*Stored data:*
────
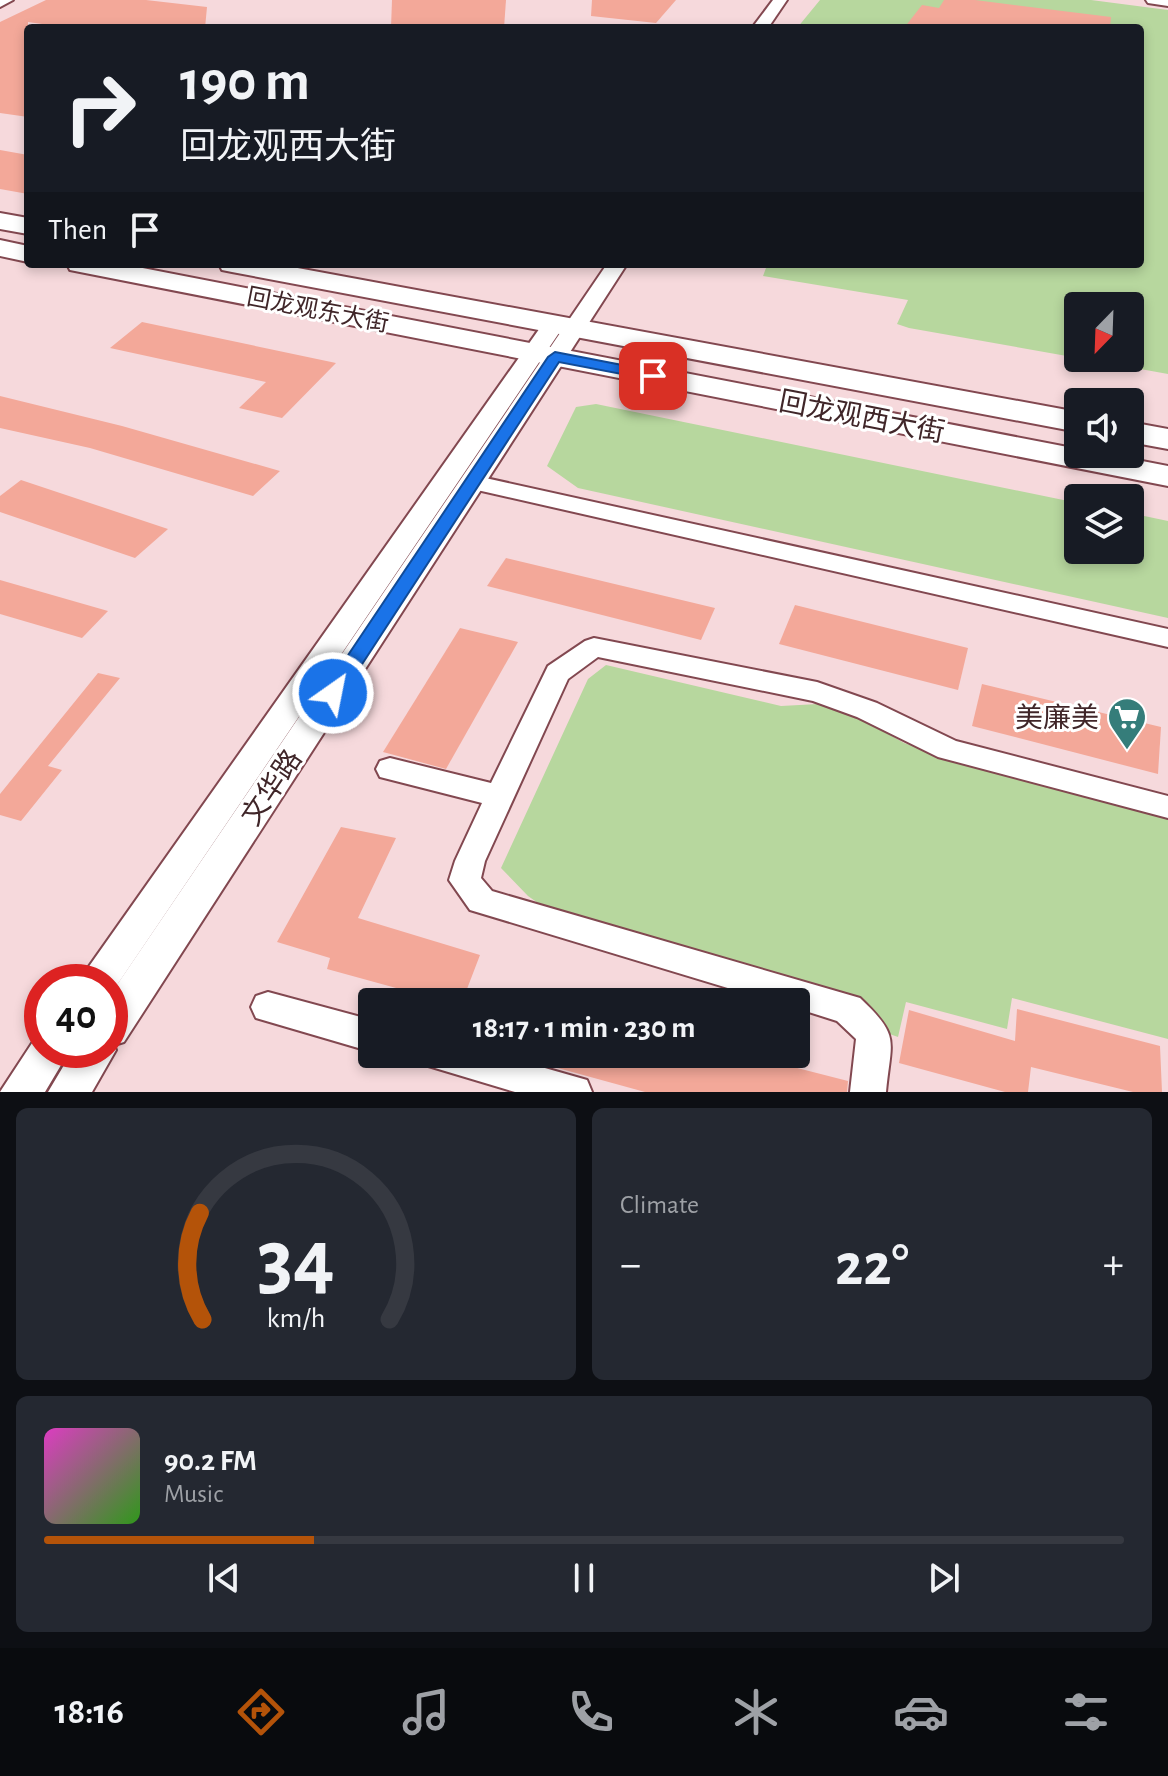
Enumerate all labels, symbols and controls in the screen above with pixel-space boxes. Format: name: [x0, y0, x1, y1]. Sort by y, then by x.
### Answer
text: 190 m: [180, 54, 310, 110]
icon: right: [48, 56, 152, 160]
text: 回龙观西大街: [180, 129, 396, 165]
icon: arrive: [123, 208, 167, 252]
text: Then: [48, 215, 107, 245]
street label: 回龙观东大街: [245, 284, 391, 336]
north arrow: [1064, 292, 1144, 372]
map controls: [1064, 292, 1144, 564]
pin: [619, 342, 687, 410]
icon: arrive: [631, 354, 675, 398]
street label: 回龙观西大街: [776, 386, 947, 448]
button: sound: [1064, 388, 1144, 468]
button: layers: [1064, 484, 1144, 564]
position arrow: [291, 651, 375, 735]
supermarket icon: 美廉美: [1106, 696, 1148, 751]
place label: 美廉美: [1015, 703, 1099, 733]
street label: 文华路: [236, 744, 308, 831]
speed limit sign: 40: [24, 964, 128, 1068]
text: 18:17 · 1 min · 230 m: [473, 1013, 695, 1043]
text: Climate: [620, 1192, 699, 1218]
text: 34: [257, 1219, 335, 1303]
text: 22°: [835, 1236, 909, 1296]
text: −: [620, 1243, 641, 1287]
text: +: [1103, 1243, 1124, 1287]
text: km/h: [267, 1304, 325, 1333]
text: 90.2 FM: [164, 1446, 257, 1476]
text: Music: [164, 1481, 223, 1507]
icon: previous: [202, 1556, 246, 1600]
icon: pause: [562, 1556, 606, 1600]
icon: next: [922, 1556, 966, 1600]
icon: directions: [233, 1684, 289, 1740]
icon: music: [398, 1684, 454, 1740]
icon: phone: [563, 1684, 619, 1740]
icon: climate: [728, 1684, 784, 1740]
icon: car: [893, 1684, 949, 1740]
icon: filters: [1058, 1684, 1114, 1740]
text: 18:16: [54, 1694, 124, 1730]

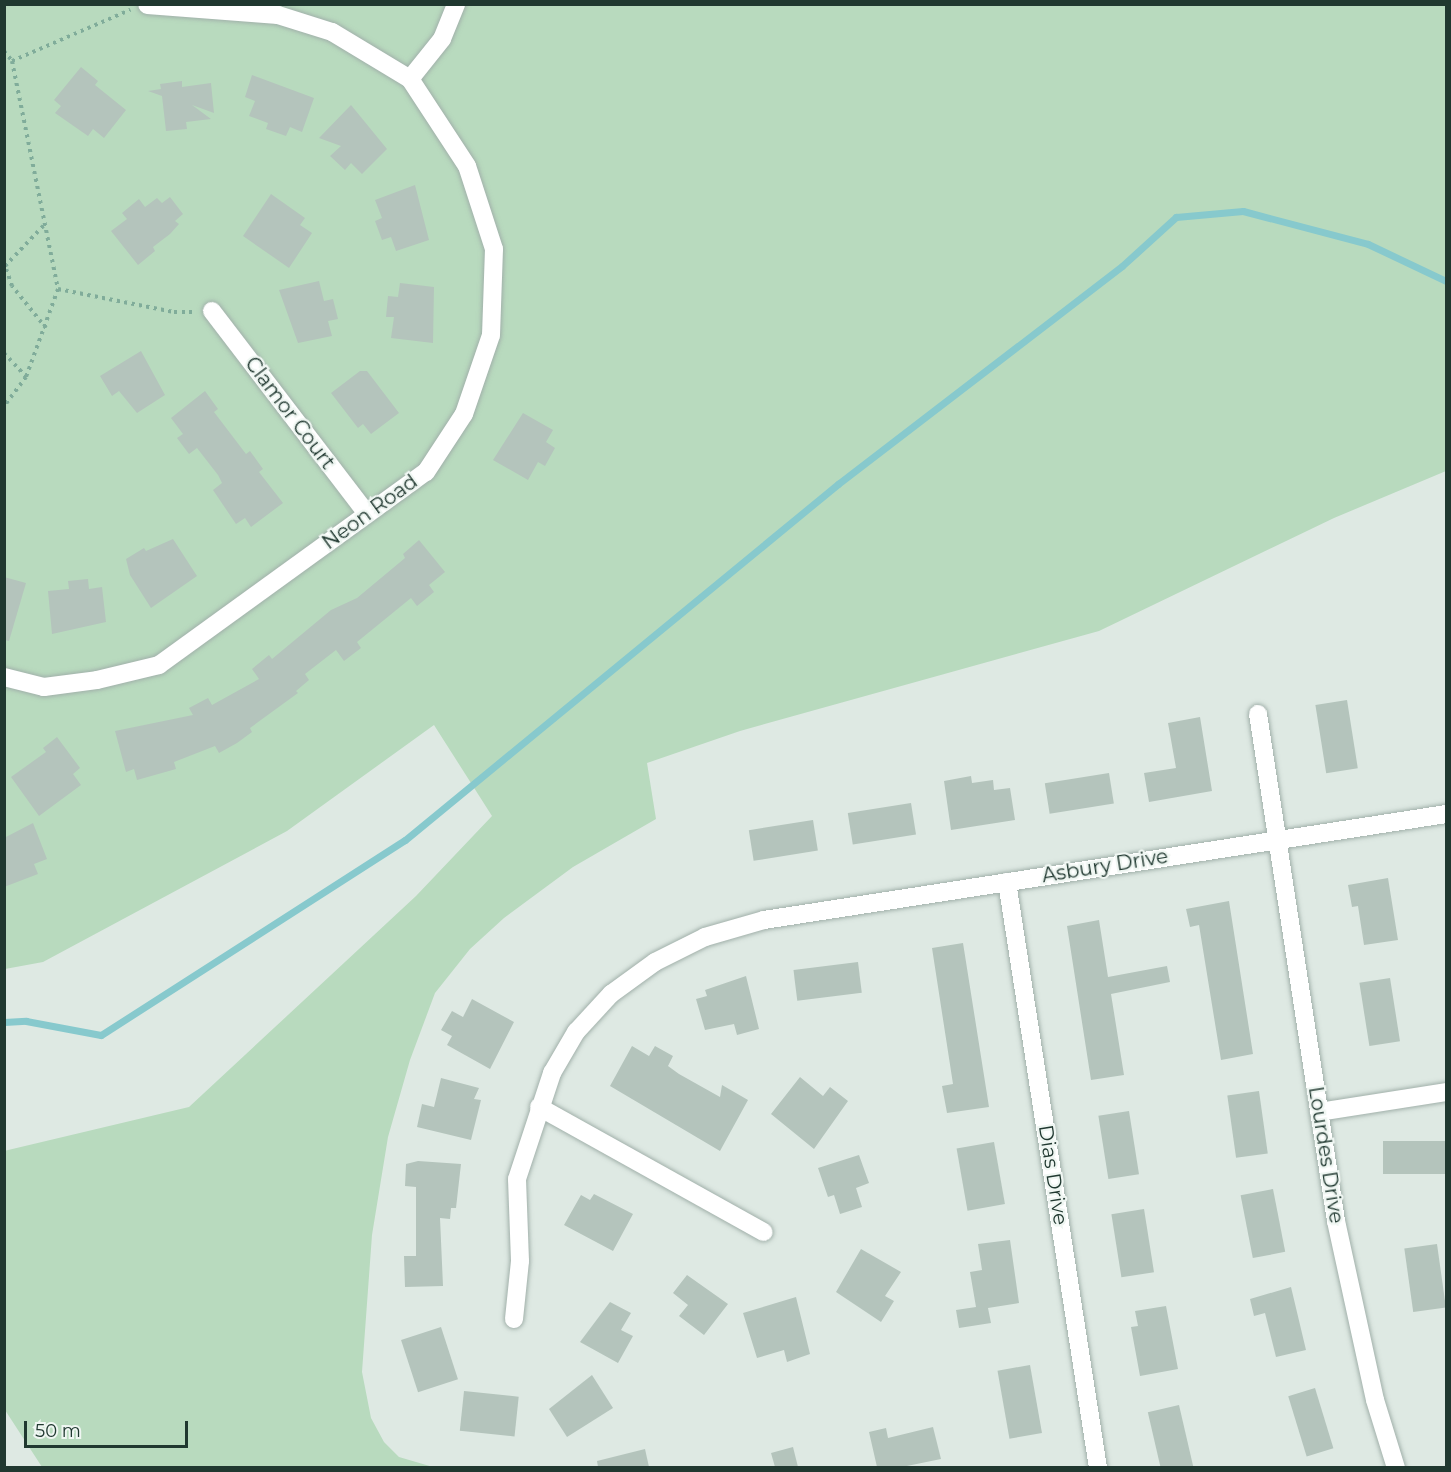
────
*Work order:* Where a line of the data above includes "回龙观西大街", copy that line.

*Exercise result:*
text: 回龙观西大街: [180, 129, 396, 165]
street label: 回龙观西大街: [776, 386, 947, 448]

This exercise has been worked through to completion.